Return every line of the listing that includes the string "industrial".

### TASK MATERIAL

==========

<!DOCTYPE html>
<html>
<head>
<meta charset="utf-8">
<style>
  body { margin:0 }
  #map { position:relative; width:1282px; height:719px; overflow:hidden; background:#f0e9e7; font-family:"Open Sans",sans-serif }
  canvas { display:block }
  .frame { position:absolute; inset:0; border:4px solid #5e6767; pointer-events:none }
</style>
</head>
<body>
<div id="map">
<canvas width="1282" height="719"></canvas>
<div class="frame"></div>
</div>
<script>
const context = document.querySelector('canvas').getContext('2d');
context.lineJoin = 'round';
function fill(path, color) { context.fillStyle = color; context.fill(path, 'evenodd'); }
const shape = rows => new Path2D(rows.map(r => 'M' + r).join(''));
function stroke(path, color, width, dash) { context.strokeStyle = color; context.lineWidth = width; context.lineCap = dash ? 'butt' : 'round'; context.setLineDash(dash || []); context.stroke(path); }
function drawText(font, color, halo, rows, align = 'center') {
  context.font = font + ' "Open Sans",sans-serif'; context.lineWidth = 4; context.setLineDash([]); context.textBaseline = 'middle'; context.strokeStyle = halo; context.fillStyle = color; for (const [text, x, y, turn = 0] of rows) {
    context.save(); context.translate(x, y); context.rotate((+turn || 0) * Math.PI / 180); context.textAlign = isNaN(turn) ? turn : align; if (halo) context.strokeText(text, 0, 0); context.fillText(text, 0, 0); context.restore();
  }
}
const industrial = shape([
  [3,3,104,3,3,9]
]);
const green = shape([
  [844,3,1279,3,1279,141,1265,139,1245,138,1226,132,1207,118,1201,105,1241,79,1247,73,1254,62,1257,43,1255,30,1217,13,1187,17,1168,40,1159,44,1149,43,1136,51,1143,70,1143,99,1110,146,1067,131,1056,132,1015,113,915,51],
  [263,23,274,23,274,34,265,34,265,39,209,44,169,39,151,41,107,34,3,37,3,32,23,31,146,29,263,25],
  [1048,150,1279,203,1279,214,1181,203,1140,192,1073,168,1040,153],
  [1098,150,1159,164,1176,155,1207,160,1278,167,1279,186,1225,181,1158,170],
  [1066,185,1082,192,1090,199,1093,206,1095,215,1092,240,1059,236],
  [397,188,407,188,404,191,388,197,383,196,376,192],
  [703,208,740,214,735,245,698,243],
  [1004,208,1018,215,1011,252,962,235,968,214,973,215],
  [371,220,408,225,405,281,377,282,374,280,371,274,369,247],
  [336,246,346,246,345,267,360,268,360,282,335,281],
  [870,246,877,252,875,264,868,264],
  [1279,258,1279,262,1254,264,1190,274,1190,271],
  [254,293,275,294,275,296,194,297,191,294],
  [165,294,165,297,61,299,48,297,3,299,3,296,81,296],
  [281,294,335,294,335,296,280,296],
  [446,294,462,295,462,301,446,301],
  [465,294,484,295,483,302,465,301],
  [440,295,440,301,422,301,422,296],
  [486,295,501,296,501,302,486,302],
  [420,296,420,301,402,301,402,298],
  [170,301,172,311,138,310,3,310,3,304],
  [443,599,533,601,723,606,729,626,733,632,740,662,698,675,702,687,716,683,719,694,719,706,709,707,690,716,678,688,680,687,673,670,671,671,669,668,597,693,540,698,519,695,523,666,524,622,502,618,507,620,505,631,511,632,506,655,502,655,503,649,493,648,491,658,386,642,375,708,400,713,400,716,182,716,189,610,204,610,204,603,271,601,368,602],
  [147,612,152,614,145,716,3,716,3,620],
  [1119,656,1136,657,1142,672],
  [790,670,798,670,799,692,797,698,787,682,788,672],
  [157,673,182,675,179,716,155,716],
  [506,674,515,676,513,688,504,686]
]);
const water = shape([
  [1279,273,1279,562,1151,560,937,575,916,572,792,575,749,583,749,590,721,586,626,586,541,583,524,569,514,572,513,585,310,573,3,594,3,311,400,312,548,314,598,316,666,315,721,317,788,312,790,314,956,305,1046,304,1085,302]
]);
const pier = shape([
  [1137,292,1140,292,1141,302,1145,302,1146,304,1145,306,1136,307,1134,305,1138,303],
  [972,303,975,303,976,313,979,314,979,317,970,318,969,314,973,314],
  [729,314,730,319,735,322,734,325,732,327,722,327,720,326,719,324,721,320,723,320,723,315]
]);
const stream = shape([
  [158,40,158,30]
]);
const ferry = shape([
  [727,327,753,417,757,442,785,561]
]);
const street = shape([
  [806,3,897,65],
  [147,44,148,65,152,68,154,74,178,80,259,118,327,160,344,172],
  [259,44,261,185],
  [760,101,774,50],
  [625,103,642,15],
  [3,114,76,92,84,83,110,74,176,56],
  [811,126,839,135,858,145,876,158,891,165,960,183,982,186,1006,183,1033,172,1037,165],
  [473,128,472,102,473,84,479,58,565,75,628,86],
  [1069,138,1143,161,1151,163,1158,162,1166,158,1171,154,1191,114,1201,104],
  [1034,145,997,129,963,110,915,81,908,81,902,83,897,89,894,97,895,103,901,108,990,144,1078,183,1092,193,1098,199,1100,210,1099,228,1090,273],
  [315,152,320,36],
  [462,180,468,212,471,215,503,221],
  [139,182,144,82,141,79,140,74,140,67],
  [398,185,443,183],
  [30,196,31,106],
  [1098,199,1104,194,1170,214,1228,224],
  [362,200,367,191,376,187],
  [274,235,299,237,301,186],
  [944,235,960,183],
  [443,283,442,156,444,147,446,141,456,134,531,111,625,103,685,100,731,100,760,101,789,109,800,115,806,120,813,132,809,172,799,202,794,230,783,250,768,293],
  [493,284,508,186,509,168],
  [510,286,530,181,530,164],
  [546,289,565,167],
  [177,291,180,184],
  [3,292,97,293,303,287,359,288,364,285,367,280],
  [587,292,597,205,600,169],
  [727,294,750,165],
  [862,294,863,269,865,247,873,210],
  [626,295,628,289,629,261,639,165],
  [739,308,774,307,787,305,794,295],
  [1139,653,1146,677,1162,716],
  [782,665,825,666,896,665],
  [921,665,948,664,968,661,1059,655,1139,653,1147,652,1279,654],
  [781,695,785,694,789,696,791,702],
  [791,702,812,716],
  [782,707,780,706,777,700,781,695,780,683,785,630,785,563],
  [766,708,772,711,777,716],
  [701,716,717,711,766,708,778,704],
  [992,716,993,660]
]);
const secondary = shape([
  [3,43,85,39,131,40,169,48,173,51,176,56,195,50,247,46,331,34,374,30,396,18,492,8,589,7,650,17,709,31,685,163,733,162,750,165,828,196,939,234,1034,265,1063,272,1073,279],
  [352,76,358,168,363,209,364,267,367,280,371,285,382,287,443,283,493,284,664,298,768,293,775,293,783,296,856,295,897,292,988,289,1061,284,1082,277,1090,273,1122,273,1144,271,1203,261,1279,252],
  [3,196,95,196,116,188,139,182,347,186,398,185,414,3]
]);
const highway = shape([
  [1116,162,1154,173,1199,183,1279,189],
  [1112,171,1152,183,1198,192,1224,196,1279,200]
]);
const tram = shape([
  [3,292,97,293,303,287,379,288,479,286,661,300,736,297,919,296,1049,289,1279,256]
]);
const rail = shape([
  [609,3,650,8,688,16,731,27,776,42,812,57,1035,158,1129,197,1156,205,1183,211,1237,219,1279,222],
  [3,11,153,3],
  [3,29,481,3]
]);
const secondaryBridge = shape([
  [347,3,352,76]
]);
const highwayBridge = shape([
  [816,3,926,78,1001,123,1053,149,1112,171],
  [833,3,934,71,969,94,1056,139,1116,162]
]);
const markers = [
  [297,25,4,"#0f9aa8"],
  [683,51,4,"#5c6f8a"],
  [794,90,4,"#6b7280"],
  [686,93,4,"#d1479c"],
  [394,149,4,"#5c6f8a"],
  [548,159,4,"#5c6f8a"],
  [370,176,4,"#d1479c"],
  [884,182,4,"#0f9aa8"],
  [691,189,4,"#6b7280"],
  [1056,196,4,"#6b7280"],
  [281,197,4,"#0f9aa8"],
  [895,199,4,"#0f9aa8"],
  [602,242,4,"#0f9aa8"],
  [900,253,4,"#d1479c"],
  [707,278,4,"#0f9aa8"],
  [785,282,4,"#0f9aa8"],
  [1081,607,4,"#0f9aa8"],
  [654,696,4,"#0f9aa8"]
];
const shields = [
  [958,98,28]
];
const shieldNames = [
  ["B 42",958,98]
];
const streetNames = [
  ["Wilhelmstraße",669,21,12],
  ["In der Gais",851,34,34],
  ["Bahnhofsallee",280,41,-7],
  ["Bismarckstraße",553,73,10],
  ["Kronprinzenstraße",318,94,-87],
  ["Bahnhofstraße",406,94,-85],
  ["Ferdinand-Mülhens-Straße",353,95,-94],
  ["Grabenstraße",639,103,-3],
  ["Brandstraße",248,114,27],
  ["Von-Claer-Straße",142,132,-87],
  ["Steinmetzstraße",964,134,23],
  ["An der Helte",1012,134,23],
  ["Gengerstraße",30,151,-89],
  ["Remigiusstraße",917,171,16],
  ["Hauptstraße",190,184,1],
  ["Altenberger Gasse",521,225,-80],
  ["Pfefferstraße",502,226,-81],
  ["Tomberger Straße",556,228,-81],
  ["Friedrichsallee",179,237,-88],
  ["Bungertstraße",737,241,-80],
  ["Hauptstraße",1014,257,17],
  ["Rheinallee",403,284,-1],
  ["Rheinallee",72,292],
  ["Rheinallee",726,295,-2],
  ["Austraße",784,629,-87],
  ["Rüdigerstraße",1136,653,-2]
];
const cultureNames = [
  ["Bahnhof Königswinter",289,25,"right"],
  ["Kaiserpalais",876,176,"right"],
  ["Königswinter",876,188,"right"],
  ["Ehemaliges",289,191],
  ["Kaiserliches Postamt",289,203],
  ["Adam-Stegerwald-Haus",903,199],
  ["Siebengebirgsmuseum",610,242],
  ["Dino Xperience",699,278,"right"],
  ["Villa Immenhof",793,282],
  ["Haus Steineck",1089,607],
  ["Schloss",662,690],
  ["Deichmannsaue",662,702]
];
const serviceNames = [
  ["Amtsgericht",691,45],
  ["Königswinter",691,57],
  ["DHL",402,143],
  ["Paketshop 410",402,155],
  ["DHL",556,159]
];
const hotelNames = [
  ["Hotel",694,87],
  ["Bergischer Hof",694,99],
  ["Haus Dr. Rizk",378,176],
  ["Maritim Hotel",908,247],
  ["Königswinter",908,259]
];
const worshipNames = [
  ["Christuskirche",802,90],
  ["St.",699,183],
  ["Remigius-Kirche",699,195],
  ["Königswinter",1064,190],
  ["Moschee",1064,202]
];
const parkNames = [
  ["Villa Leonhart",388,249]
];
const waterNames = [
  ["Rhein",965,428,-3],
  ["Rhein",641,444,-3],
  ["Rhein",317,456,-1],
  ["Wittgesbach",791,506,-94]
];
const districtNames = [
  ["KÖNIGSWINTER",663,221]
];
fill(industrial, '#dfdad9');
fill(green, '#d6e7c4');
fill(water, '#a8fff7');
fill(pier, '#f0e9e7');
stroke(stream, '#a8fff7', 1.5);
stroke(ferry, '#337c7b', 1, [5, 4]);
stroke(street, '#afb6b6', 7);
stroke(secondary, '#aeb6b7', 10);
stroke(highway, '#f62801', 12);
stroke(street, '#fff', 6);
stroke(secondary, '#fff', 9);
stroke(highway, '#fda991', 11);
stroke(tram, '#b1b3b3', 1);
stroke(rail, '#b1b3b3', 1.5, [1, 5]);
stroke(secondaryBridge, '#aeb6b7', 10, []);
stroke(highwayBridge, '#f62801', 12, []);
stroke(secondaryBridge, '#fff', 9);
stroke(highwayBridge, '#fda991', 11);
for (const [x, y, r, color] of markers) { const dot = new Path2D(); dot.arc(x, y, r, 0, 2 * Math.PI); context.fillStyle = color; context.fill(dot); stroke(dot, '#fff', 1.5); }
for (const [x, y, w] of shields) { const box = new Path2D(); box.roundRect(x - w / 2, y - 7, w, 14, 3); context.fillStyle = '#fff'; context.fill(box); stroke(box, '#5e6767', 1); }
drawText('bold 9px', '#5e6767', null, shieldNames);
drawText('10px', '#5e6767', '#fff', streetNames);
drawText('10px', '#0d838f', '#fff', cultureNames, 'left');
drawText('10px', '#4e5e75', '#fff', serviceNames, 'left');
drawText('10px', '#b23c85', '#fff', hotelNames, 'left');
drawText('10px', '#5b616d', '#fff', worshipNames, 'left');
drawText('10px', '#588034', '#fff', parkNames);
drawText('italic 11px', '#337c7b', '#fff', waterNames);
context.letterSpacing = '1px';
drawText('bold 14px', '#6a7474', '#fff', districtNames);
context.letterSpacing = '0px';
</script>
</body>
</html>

==========

### TASK RESPONSE
const industrial = shape([
fill(industrial, '#dfdad9');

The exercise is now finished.